I tried it while I waited for my warabimochi and iced green milk tea. I put black beans in the 1 cm hole on top of the stone mill and turned the handle. I heard some grating sounds, so I suppose I was doing okay… Soon, I smelled the nice aroma of kinako and saw the kinako powder coming out at the bottom.
My warabimochi was served as a whole block—it looked authentic alright! I cut the warabimochi into bite size pieces and topped them with the kinako I ground. My warabimochi bite was creamy yet had texture, and was sophisticated and delicate, a very Japanese flavor. It was delicious!
You can choose your toppings from the choices of syrup, matcha green tea power, and sweet azuki beans, and enjoy different flavors. I gave it A+!

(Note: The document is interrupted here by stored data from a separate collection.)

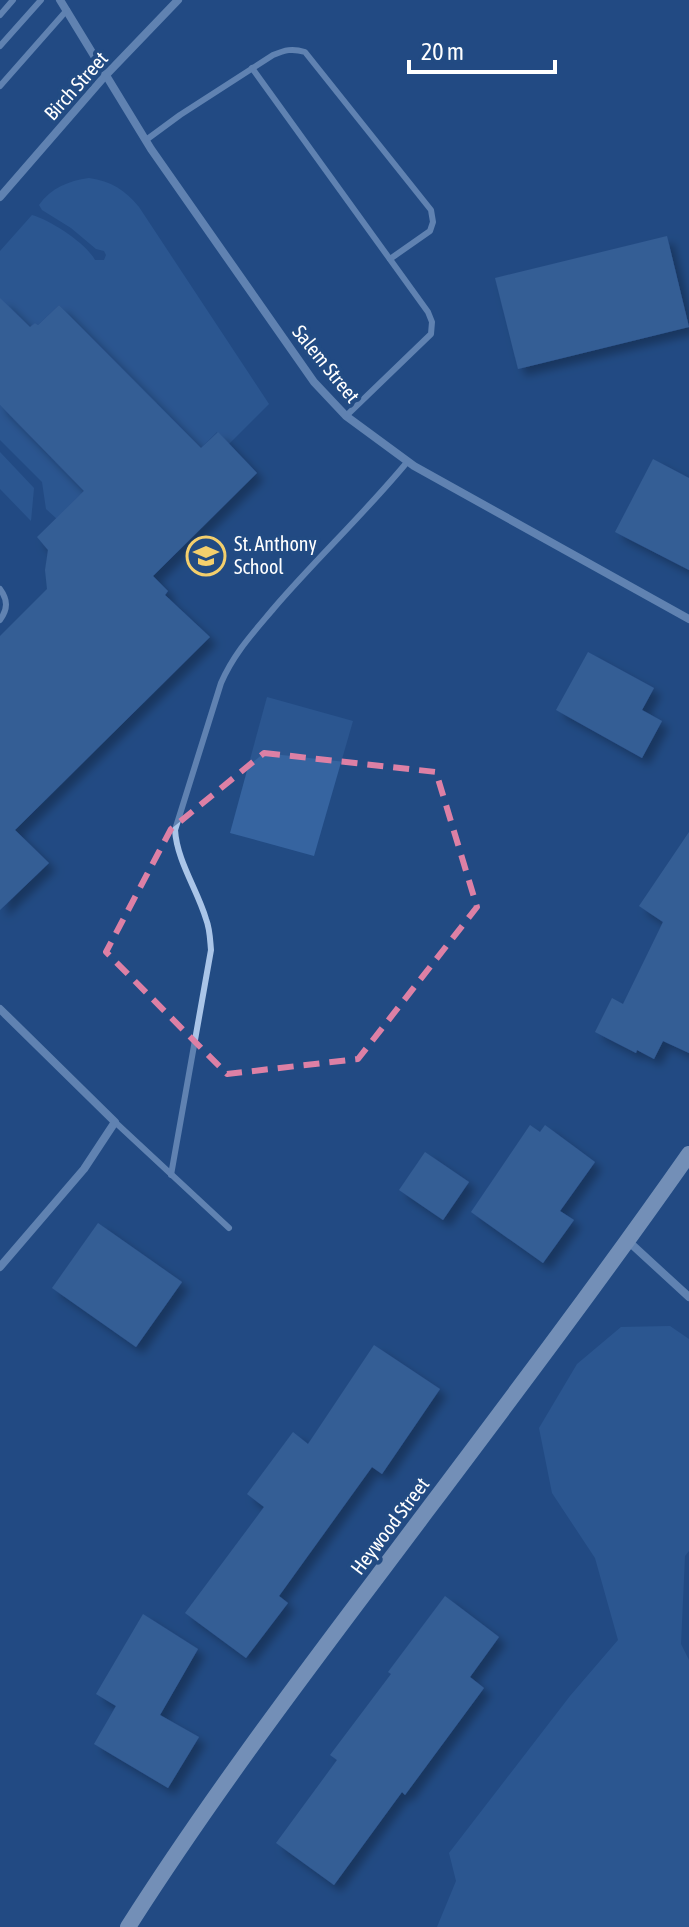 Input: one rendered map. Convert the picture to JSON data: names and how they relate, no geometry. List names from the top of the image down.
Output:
{
  "streets": {
    "street": ["Birch Street", "Salem Street", "Heywood Street"]
  },
  "crossings": [
    ["Birch Street", "Salem Street"]
  ],
  "places": {
    "school or university": ["St. Anthony School"]
  },
  "scale_bar": "20 m"
}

Umeda Sky Building is packed with more attractions including a movie theater, a museum, a hotel, and Chu-Shizen Forest where you can see the fireflies glow.
This building is like a city in itself and offers a whole day of fun. It definitely met all the expectations I had.
I know you are itching to go. Do you want to go with me?!
[Access] About 11 mins walk from Exit 5 at Umeda Station.
About 15 mins walk from Exit 3 at Nishi-Umeda Station.
[Hours] 9:30-22:30 (Last entry 22:00)
[Closed] Open daily
[Access] About 9 mins walk from Exit 5 at Umeda Station.
About 13 mins walk from Exit 3 at Nishi-Umeda Station.